- Task to complete:
Below is some data. Retype exactly the lines starting at the one with "translate:-50% -50%; white-space:nowrap;" and ending at the one with "position:absolute; left:1739px; top:1358px;".

↓

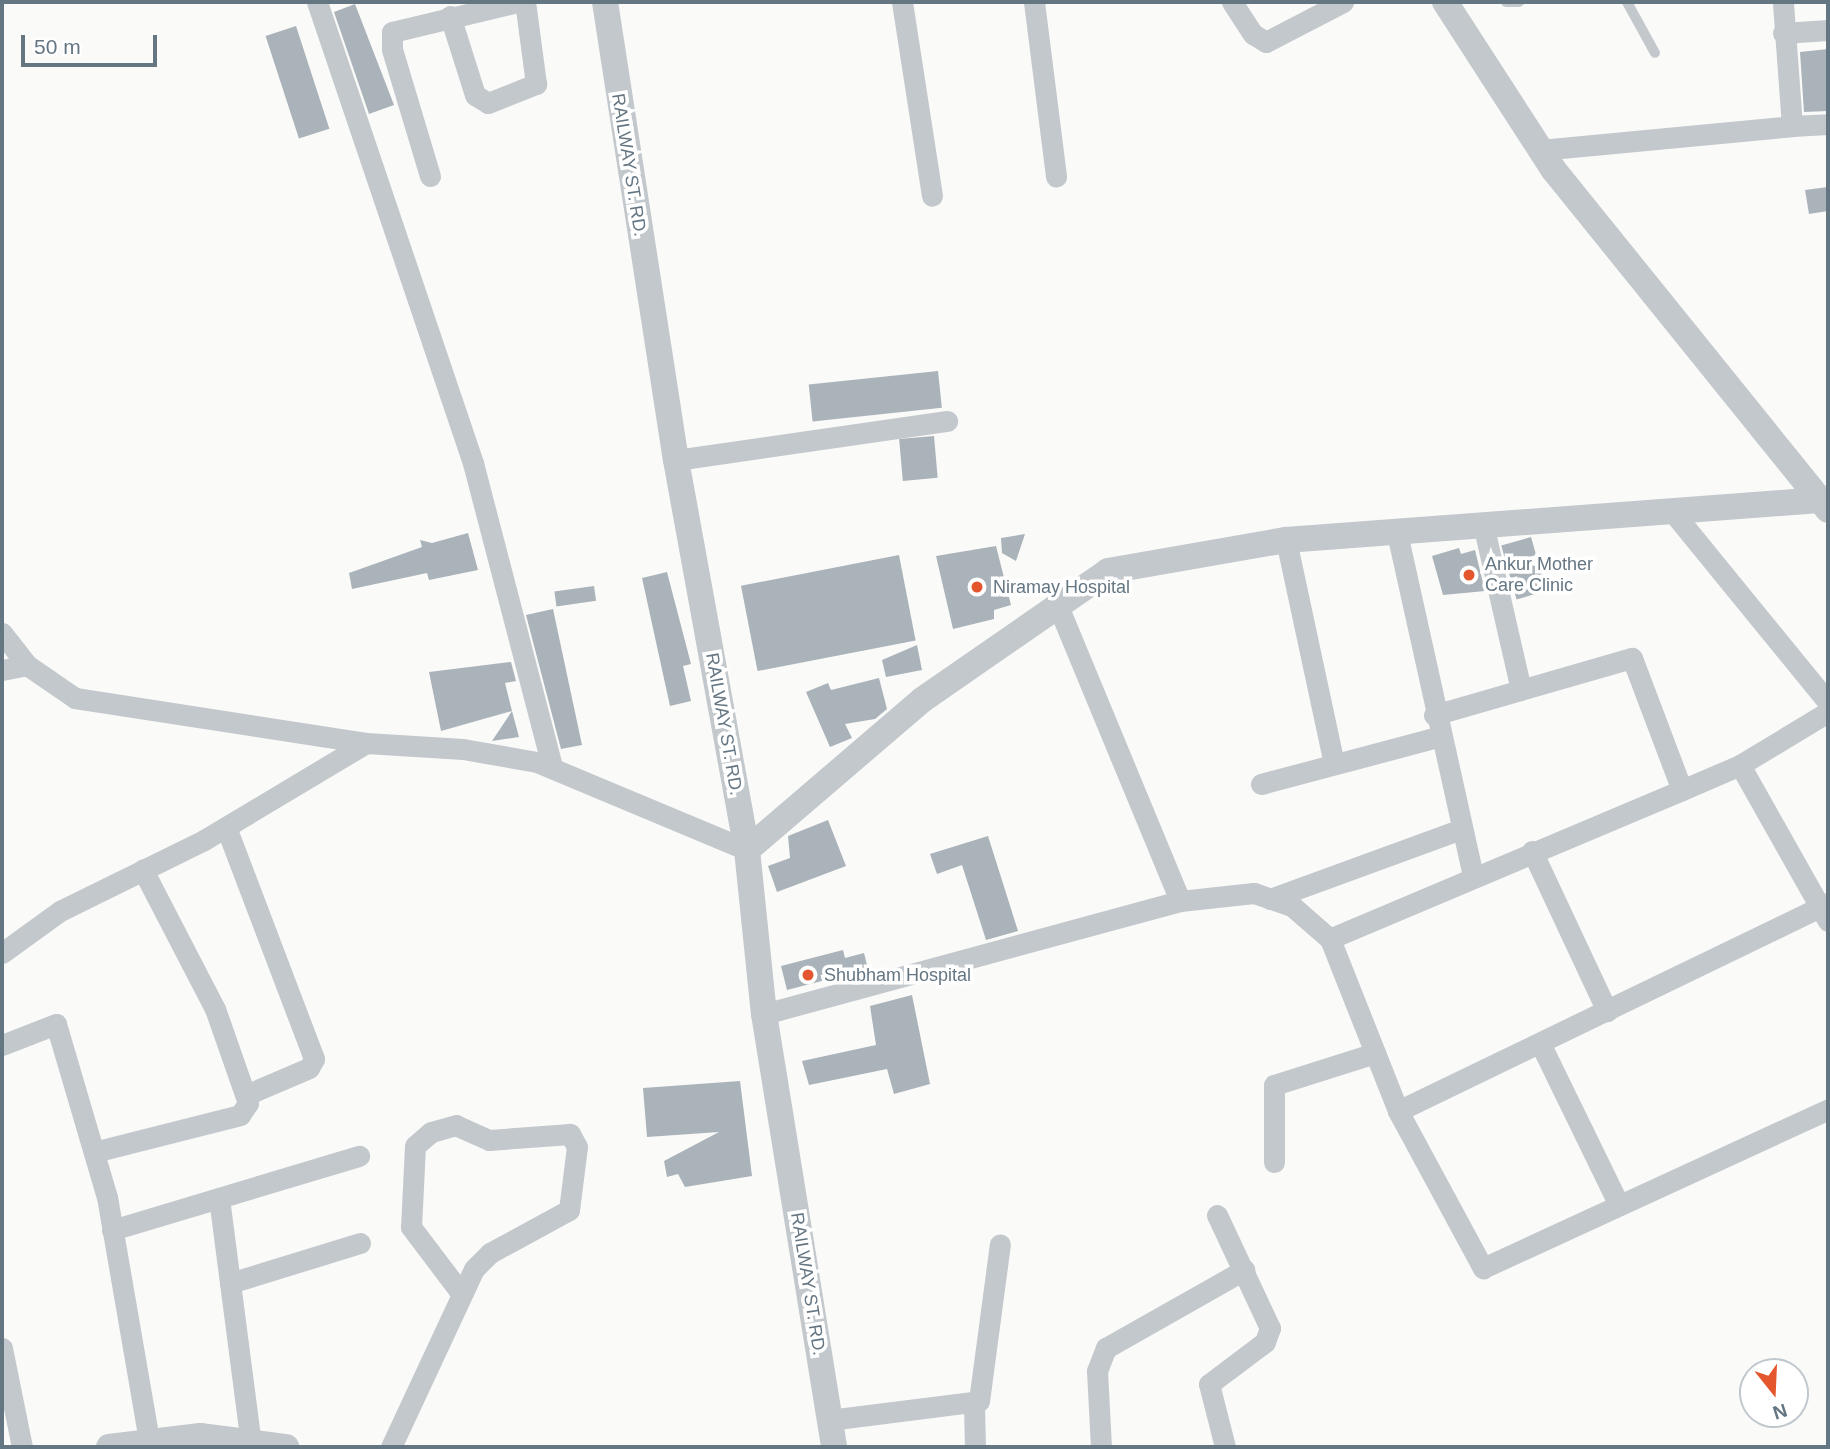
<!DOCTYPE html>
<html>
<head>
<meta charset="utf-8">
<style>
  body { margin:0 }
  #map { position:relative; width:1830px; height:1449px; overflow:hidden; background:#fafaf8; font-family:Arial,sans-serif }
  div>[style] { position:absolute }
  .building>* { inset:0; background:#aab3b9; transform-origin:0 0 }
  .service>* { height:10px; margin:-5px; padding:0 5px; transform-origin:5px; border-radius:5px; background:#c3c8cc }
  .minor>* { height:21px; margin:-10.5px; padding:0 10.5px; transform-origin:10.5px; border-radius:10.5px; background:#c3c8cc }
  .tertiary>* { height:26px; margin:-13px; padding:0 13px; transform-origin:13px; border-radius:13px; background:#c3c8cc }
  .dots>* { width:19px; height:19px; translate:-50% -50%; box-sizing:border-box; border:4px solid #fff; border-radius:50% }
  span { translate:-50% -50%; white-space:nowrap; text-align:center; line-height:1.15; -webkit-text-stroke:7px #fff; paint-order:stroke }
  .street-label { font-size:18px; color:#657683 }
  .poi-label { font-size:18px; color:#657683 }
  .left { translate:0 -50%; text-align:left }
  .frame { position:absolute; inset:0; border:4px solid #657683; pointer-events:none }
  .north { position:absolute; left:1739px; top:1358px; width:70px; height:70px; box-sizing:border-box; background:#fff; border:2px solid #c1c8cd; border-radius:50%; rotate:162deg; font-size:19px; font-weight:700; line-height:28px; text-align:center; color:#657683 }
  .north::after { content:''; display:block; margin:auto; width:24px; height:32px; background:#e4572e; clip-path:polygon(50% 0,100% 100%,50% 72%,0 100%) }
  .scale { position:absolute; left:21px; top:35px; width:136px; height:32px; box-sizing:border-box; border:4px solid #657683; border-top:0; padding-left:9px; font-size:21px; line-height:24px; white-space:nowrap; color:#657683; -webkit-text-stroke:5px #fff; paint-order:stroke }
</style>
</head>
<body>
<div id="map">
  <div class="building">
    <i style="clip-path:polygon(355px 4px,394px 105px,369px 114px,334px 12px)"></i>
    <i style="left:296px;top:26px;width:108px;height:32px;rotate:72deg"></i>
    <i style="clip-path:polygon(1828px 49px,1828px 111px,1804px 112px,1800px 52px)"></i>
    <i style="clip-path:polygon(1828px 187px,1828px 211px,1809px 214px,1805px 190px)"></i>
    <i style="left:938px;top:371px;width:37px;height:130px;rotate:84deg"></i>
    <i style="left:934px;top:436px;width:42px;height:35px;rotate:85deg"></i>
    <i style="clip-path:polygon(468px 533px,478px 570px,429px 580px,427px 573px,352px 589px,349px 573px,422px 547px,420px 540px,432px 543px)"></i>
    <i style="clip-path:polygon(1025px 534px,1016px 561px,1002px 553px,1001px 538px)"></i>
    <i style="left:1531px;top:537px;width:56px;height:31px;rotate:74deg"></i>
    <i style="clip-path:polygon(996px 546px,1011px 605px,994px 610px,994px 619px,953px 629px,936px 556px)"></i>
    <i style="clip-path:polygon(1459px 548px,1461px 554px,1475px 550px,1485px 591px,1443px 595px,1432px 556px)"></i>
    <i style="left:899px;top:555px;width:87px;height:161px;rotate:79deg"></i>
    <i style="clip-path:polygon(667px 572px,691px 664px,683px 666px,691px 701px,670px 706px,642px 578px)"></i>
    <i style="left:594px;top:586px;width:15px;height:40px;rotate:82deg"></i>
    <i style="clip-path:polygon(553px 609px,582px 745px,561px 749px,526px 615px)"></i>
    <i style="clip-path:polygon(917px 645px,922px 670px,886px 677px,882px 660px)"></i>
    <i style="clip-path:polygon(511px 662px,516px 681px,505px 683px,512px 711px,441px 731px,429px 672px)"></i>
    <i style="clip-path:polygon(879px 678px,887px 709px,875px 719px,845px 724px,852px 738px,830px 747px,806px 692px,828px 683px,831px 690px)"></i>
    <i style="clip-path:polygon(512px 711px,519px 737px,492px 741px)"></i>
    <i style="clip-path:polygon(828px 820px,846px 866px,777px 892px,768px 866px,790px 858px,788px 836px)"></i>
    <i style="clip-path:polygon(988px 836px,1018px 931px,986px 940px,962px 865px,937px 874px,930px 854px)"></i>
    <i style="clip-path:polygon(843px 950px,845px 958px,864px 953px,868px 969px,787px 990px,781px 966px)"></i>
    <i style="clip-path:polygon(912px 995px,930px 1084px,894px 1094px,887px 1069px,809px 1085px,802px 1061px,876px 1045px,870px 1006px)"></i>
    <i style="clip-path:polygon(740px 1081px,752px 1176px,685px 1187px,678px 1174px,667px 1177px,664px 1161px,719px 1132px,647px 1137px,643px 1088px)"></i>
  </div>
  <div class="service">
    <i style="left:1506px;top:2px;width:13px"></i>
    <i style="left:1627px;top:2px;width:58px;rotate:61.2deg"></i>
  </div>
  <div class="minor">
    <i style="left:317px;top:2px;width:487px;rotate:71.3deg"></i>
    <i style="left:473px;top:463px;width:314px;rotate:75.4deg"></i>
    <i style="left:902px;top:2px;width:196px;rotate:81.2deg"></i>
    <i style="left:1034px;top:2px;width:176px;rotate:82.8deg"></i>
    <i style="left:1232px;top:2px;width:38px;rotate:57deg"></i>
    <i style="left:1253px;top:34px;width:15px;rotate:32deg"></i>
    <i style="left:1266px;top:42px;width:87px;rotate:-27.5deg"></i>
    <i style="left:450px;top:16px;width:83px;rotate:72.4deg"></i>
    <i style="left:475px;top:95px;width:15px;rotate:32deg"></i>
    <i style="left:488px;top:103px;width:52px;rotate:-21.6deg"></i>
    <i style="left:536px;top:84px;width:83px;rotate:-97.6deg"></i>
    <i style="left:1783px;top:33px;width:45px;rotate:-3.8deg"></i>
    <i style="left:1792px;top:126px;width:36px;rotate:-3deg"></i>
    <i style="left:1540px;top:150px;width:253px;rotate:-5.4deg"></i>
    <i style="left:1792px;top:126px;width:124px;rotate:-94.2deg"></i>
    <i style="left:430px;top:176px;width:133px;rotate:-106.7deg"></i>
    <i style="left:392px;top:49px;width:17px;rotate:-90deg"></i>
    <i style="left:392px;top:32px;width:130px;rotate:-13.4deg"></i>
    <i style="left:676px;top:460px;width:274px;rotate:-8.2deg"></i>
    <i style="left:1672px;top:511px;width:247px;rotate:50.8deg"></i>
    <i style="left:1483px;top:524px;width:170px;rotate:77.1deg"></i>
    <i style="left:1397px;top:533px;width:352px;rotate:77.5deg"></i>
    <i style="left:1286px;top:540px;width:229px;rotate:77.9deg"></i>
    <i style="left:1058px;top:606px;width:319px;rotate:67.5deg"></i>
    <i style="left:2px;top:633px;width:41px;rotate:52deg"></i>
    <i style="left:27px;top:665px;width:58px;rotate:34.5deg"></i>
    <i style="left:75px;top:698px;width:294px;rotate:8.8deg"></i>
    <i style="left:366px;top:743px;width:97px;rotate:3.5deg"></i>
    <i style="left:463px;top:749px;width:75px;rotate:10deg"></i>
    <i style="left:537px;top:762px;width:228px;rotate:22.7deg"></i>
    <i style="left:2px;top:670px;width:25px;rotate:-11deg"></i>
    <i style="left:1434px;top:715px;width:206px;rotate:-16.1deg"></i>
    <i style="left:1632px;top:658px;width:141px;rotate:69.3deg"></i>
    <i style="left:1682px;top:790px;width:382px;rotate:157.1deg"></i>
    <i style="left:1330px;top:939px;width:185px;rotate:68.4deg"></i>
    <i style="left:1398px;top:1111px;width:179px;rotate:61.6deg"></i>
    <i style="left:1483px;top:1268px;width:380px;rotate:-24.7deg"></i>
    <i style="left:1740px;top:765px;width:179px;rotate:60.6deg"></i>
    <i style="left:1261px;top:784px;width:183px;rotate:-14.9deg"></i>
    <i style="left:1682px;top:790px;width:63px;rotate:-23.3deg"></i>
    <i style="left:1740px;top:765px;width:103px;rotate:-31.1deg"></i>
    <i style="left:226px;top:827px;width:248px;rotate:69.2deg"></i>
    <i style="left:314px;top:1059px;width:10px;rotate:119deg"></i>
    <i style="left:309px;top:1068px;width:69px;rotate:156.8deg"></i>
    <i style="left:1532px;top:851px;width:177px;rotate:64.9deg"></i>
    <i style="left:1270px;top:899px;width:203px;rotate:-20.1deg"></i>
    <i style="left:2px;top:953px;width:72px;rotate:-35.9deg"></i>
    <i style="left:60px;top:911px;width:161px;rotate:-26.2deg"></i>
    <i style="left:204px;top:840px;width:189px;rotate:-30.9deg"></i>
    <i style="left:764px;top:1014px;width:431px;rotate:-15.2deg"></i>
    <i style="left:1180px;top:901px;width:74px;rotate:-6.2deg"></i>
    <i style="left:1254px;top:893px;width:40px;rotate:18.9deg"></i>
    <i style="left:1292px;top:906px;width:50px;rotate:41deg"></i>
    <i style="left:1540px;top:1043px;width:180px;rotate:64deg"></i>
    <i style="left:2px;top:1045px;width:58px;rotate:-21.3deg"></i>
    <i style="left:56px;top:1024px;width:180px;rotate:73.6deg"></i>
    <i style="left:107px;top:1197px;width:247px;rotate:80.2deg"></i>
    <i style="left:1398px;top:1111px;width:478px;rotate:-25.8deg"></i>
    <i style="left:94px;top:1152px;width:151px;rotate:-14.2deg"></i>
    <i style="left:240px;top:1115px;width:14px;rotate:-56deg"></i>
    <i style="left:248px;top:1103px;width:100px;rotate:-109.3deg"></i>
    <i style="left:215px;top:1009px;width:157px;rotate:-117.4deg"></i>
    <i style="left:1274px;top:1162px;width:77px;rotate:-90deg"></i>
    <i style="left:1274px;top:1085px;width:106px;rotate:-17.6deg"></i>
    <i style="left:219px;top:1198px;width:242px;rotate:82.6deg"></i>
    <i style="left:1217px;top:1215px;width:125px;rotate:64.9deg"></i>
    <i style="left:1270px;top:1328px;width:15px;rotate:110deg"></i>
    <i style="left:1265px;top:1342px;width:70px;rotate:143.1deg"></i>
    <i style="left:1209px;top:1384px;width:65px;rotate:75.7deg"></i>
    <i style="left:112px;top:1230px;width:258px;rotate:-16.7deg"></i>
    <i style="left:230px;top:1283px;width:136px;rotate:-17.1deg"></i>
    <i style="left:2px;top:1348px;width:101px;rotate:78.6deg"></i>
    <i style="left:974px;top:1404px;width:43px;rotate:88.7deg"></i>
    <i style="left:829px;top:1420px;width:151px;rotate:-7.2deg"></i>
    <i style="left:979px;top:1401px;width:158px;rotate:-82.4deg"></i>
    <i style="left:391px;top:1447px;width:196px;rotate:-65deg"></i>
    <i style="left:474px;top:1269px;width:23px;rotate:-45deg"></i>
    <i style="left:490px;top:1253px;width:90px;rotate:-28.6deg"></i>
    <i style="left:569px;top:1210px;width:64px;rotate:-82.8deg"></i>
    <i style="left:577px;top:1147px;width:15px;rotate:-118deg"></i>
    <i style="left:570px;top:1134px;width:81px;rotate:175.8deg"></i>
    <i style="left:489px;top:1140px;width:36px;rotate:-156deg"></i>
    <i style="left:456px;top:1125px;width:26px;rotate:164deg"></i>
    <i style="left:431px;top:1132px;width:21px;rotate:139deg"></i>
    <i style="left:415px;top:1146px;width:81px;rotate:92.8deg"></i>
    <i style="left:411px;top:1227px;width:83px;rotate:52.9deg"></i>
    <i style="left:1101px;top:1447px;width:76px;rotate:-93deg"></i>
    <i style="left:1097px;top:1371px;width:25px;rotate:-69deg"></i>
    <i style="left:1106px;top:1348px;width:159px;rotate:-29.5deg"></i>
  </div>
  <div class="tertiary">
    <i style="left:605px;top:2px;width:463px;rotate:81.2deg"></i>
    <i style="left:676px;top:460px;width:396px;rotate:79.7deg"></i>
    <i style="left:747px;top:850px;width:165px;rotate:84.1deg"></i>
    <i style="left:764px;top:1014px;width:439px;rotate:80.8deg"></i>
    <i style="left:1445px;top:2px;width:199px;rotate:57.1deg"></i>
    <i style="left:1553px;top:169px;width:438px;rotate:51.1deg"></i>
    <i style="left:747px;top:850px;width:230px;rotate:-40.6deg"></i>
    <i style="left:922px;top:700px;width:226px;rotate:-34.7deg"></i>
    <i style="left:1108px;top:571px;width:181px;rotate:-9.9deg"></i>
    <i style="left:1286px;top:540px;width:535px;rotate:-4.28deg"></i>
    <i style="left:109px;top:1447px;width:92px;rotate:-6.9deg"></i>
    <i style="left:200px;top:1436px;width:87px;rotate:7.3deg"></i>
  </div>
  <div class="dots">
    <i style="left:1469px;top:575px;background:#e4572e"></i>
    <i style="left:977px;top:587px;background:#e4572e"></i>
    <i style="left:808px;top:975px;background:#e4572e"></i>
  </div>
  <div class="street-label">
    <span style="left:629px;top:165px;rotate:81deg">RAILWAY ST. RD.</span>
    <span style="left:724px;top:724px;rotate:80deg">RAILWAY ST. RD.</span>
    <span style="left:808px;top:1284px;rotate:81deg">RAILWAY ST. RD.</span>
  </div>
  <div class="poi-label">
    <span class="left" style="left:1485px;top:575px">Ankur Mother<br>Care Clinic</span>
    <span class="left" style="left:993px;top:587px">Niramay Hospital</span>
    <span class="left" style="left:824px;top:975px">Shubham Hospital</span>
  </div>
  <div class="frame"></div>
  <div class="north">N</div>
  <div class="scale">50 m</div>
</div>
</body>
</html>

↑

- Response area:
  span { translate:-50% -50%; white-space:nowrap; text-align:center; line-height:1.15; -webkit-text-stroke:7px #fff; paint-order:stroke }
  .street-label { font-size:18px; color:#657683 }
  .poi-label { font-size:18px; color:#657683 }
  .left { translate:0 -50%; text-align:left }
  .frame { position:absolute; inset:0; border:4px solid #657683; pointer-events:none }
  .north { position:absolute; left:1739px; top:1358px; width:70px; height:70px; box-sizing:border-box; background:#fff; border:2px solid #c1c8cd; border-radius:50%; rotate:162deg; font-size:19px; font-weight:700; line-height:28px; text-align:center; color:#657683 }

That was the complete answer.